▶ **What you will do**:
Should the word "column" occur in a line of the records, copy that line.

▶ **Data for processing**:
════════════════════
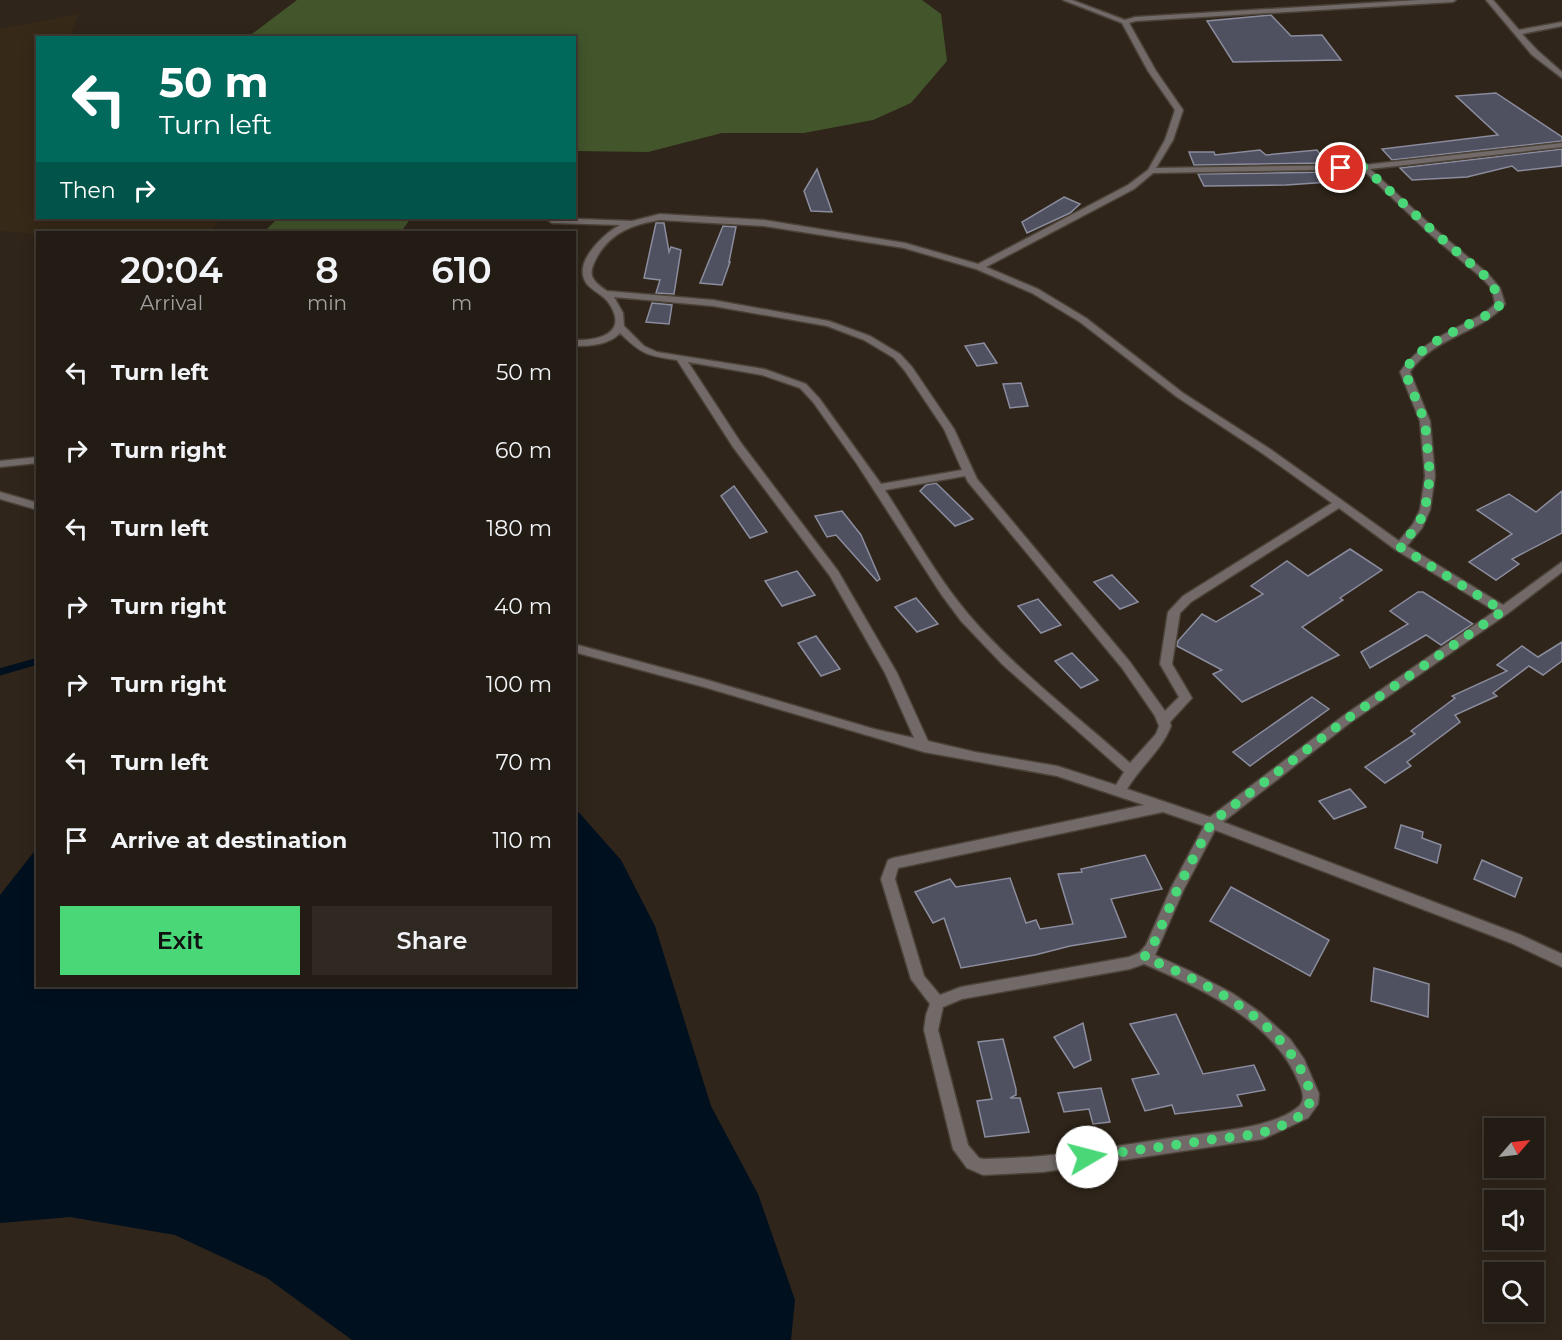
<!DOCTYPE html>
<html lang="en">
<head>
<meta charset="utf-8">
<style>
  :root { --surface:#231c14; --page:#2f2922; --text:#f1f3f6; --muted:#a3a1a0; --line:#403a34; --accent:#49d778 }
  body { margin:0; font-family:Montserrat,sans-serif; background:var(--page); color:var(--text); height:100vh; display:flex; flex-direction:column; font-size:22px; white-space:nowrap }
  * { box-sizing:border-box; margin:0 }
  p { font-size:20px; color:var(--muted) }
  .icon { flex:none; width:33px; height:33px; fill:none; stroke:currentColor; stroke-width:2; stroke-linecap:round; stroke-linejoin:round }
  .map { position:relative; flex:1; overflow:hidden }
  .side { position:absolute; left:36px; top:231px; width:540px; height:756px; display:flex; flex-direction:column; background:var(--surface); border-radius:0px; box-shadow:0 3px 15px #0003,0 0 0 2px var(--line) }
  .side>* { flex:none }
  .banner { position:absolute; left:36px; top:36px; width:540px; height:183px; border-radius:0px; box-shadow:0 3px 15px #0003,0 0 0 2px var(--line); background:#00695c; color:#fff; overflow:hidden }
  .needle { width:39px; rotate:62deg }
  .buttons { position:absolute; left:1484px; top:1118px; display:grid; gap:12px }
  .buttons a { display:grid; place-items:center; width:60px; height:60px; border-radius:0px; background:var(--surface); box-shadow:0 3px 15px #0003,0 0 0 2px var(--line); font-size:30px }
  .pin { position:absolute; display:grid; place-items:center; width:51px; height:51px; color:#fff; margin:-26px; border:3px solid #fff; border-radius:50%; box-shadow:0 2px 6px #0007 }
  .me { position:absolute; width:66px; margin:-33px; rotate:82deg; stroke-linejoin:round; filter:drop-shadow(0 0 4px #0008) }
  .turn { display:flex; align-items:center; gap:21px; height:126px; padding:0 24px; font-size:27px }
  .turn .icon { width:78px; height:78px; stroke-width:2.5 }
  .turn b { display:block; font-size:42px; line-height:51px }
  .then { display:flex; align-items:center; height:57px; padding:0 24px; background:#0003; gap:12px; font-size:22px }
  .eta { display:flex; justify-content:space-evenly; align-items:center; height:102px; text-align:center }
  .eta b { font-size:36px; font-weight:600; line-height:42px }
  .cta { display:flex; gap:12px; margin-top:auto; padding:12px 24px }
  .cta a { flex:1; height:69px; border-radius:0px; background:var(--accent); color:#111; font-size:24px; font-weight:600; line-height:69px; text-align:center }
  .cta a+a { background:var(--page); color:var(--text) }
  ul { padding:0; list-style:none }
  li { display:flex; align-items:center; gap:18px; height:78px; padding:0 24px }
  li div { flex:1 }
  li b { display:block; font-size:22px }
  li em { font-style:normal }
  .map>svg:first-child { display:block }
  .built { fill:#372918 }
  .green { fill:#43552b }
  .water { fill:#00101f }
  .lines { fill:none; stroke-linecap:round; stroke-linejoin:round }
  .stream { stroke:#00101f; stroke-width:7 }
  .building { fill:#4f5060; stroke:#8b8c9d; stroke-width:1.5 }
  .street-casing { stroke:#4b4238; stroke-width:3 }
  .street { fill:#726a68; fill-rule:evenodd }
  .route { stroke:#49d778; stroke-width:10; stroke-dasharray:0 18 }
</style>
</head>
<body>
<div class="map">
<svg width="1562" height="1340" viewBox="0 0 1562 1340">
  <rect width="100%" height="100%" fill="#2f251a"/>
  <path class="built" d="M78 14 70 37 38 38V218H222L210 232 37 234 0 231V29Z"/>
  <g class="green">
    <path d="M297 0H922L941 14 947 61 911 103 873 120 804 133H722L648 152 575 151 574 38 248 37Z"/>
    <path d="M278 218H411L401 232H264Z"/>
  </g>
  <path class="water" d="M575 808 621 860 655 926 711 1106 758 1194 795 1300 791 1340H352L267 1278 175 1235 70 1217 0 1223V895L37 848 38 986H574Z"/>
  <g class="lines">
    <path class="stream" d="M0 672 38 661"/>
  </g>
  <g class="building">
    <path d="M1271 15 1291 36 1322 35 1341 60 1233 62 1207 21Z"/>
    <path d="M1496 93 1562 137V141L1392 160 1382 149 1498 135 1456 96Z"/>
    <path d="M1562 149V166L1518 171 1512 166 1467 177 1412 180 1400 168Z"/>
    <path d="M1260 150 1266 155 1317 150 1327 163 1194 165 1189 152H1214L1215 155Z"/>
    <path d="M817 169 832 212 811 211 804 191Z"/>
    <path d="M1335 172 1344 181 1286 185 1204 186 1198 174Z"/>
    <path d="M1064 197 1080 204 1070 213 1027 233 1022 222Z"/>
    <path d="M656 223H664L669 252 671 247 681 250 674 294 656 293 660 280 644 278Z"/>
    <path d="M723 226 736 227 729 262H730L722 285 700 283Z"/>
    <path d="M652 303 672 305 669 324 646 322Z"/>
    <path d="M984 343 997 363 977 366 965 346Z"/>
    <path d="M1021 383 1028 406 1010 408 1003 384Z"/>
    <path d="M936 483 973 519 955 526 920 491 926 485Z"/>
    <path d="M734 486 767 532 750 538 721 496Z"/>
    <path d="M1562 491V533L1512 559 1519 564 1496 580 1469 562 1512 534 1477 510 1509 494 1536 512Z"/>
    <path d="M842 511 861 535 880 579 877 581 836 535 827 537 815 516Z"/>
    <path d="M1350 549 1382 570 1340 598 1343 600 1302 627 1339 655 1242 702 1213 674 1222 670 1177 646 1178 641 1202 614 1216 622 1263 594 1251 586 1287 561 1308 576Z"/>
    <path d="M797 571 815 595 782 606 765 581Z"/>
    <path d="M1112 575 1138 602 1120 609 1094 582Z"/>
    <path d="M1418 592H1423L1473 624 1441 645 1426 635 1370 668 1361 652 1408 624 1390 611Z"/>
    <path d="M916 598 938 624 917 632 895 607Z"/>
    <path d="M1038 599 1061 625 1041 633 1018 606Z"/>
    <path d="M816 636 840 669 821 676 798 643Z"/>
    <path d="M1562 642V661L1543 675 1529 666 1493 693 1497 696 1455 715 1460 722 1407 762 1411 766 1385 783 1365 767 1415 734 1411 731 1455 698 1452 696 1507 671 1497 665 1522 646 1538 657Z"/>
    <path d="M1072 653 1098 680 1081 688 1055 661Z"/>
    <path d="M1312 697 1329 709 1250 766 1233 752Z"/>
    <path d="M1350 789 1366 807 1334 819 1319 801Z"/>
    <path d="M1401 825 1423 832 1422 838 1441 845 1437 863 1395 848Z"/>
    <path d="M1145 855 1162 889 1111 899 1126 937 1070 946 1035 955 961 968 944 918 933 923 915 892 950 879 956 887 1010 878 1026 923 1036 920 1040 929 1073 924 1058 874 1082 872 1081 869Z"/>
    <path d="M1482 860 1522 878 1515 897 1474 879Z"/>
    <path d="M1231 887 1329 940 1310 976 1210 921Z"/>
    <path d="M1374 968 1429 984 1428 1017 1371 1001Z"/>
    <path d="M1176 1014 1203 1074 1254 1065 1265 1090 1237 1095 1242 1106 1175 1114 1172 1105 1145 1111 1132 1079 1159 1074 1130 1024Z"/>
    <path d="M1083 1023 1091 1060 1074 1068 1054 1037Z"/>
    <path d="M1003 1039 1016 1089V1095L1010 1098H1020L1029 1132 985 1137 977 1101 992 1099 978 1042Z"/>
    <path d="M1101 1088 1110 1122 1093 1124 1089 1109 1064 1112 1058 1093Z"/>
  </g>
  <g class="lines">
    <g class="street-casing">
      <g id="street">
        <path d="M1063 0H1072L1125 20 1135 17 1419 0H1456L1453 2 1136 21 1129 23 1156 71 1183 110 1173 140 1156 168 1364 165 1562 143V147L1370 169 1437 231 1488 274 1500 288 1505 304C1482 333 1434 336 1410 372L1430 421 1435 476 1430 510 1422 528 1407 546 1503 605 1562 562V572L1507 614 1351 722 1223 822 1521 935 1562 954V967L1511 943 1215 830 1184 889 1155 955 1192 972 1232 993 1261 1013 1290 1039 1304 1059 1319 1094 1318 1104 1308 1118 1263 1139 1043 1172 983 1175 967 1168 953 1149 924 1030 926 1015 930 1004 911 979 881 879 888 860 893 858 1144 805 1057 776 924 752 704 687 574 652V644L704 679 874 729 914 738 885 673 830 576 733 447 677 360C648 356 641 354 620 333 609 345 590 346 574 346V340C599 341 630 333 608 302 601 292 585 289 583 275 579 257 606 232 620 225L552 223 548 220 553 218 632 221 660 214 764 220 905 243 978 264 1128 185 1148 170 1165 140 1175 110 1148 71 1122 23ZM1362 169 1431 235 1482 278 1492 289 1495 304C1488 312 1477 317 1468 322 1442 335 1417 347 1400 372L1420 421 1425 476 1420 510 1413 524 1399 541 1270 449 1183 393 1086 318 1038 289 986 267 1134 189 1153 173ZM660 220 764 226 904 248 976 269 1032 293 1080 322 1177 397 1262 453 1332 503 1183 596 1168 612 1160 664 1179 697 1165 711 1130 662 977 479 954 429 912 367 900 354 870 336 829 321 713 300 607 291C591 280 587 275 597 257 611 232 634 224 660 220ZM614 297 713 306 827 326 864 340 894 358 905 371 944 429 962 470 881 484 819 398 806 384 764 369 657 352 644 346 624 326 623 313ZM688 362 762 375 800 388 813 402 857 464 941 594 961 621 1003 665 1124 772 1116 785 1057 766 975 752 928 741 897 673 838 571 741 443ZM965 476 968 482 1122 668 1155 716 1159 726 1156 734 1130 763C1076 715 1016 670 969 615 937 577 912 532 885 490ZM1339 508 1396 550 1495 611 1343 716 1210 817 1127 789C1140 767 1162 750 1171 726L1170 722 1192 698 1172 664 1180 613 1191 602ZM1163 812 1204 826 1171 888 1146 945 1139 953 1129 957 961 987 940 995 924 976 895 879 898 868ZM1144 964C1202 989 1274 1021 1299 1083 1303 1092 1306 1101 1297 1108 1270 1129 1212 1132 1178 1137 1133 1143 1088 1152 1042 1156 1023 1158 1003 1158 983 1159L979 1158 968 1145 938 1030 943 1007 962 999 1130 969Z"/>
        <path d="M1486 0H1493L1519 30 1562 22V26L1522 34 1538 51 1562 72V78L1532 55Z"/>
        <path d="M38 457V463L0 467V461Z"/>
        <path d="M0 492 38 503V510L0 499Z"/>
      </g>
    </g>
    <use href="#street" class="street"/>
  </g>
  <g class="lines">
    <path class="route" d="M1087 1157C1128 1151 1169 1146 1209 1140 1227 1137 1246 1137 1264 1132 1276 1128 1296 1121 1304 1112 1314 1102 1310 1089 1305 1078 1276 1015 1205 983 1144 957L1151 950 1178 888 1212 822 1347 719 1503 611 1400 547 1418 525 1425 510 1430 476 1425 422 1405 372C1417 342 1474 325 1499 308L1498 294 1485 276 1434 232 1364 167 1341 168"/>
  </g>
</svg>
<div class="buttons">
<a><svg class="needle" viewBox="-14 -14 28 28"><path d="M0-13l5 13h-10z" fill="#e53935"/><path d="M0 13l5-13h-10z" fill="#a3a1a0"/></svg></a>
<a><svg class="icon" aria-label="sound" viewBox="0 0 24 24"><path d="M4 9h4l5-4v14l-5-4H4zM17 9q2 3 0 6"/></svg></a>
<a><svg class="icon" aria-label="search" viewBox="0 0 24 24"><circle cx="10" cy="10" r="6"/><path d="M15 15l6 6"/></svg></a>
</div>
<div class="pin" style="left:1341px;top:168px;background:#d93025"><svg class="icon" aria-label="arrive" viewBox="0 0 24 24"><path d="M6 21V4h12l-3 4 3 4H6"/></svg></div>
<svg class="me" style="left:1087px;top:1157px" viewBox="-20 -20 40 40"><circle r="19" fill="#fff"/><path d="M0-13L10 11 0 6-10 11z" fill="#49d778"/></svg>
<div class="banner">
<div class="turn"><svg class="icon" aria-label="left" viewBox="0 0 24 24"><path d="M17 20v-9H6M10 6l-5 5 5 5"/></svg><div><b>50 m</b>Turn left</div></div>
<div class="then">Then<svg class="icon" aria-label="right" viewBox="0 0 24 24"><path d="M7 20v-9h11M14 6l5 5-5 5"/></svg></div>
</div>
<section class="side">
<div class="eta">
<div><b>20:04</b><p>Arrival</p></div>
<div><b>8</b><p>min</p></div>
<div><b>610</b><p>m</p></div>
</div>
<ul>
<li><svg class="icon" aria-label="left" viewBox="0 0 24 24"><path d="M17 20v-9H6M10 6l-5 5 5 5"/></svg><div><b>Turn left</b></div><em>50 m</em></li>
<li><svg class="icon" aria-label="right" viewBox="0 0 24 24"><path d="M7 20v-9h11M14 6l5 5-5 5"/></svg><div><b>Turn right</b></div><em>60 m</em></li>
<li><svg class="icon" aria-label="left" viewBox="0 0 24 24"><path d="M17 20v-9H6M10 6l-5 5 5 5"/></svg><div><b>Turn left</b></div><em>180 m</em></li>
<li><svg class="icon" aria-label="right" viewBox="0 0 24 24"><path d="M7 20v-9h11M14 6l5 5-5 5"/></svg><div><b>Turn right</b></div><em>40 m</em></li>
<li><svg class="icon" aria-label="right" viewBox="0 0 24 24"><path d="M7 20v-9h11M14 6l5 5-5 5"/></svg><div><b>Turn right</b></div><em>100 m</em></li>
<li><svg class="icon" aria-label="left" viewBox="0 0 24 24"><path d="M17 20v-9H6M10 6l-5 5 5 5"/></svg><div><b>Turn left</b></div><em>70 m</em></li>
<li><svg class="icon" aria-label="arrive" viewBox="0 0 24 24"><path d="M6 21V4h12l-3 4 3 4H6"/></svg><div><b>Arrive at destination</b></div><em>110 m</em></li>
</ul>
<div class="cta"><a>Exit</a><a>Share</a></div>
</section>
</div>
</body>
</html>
════════════════════
▶ **Your response**:
  body { margin:0; font-family:Montserrat,sans-serif; background:var(--page); color:var(--text); height:100vh; display:flex; flex-direction:column; font-size:22px; white-space:nowrap }
  .side { position:absolute; left:36px; top:231px; width:540px; height:756px; display:flex; flex-direction:column; background:var(--surface); border-radius:0px; box-shadow:0 3px 15px #0003,0 0 0 2px var(--line) }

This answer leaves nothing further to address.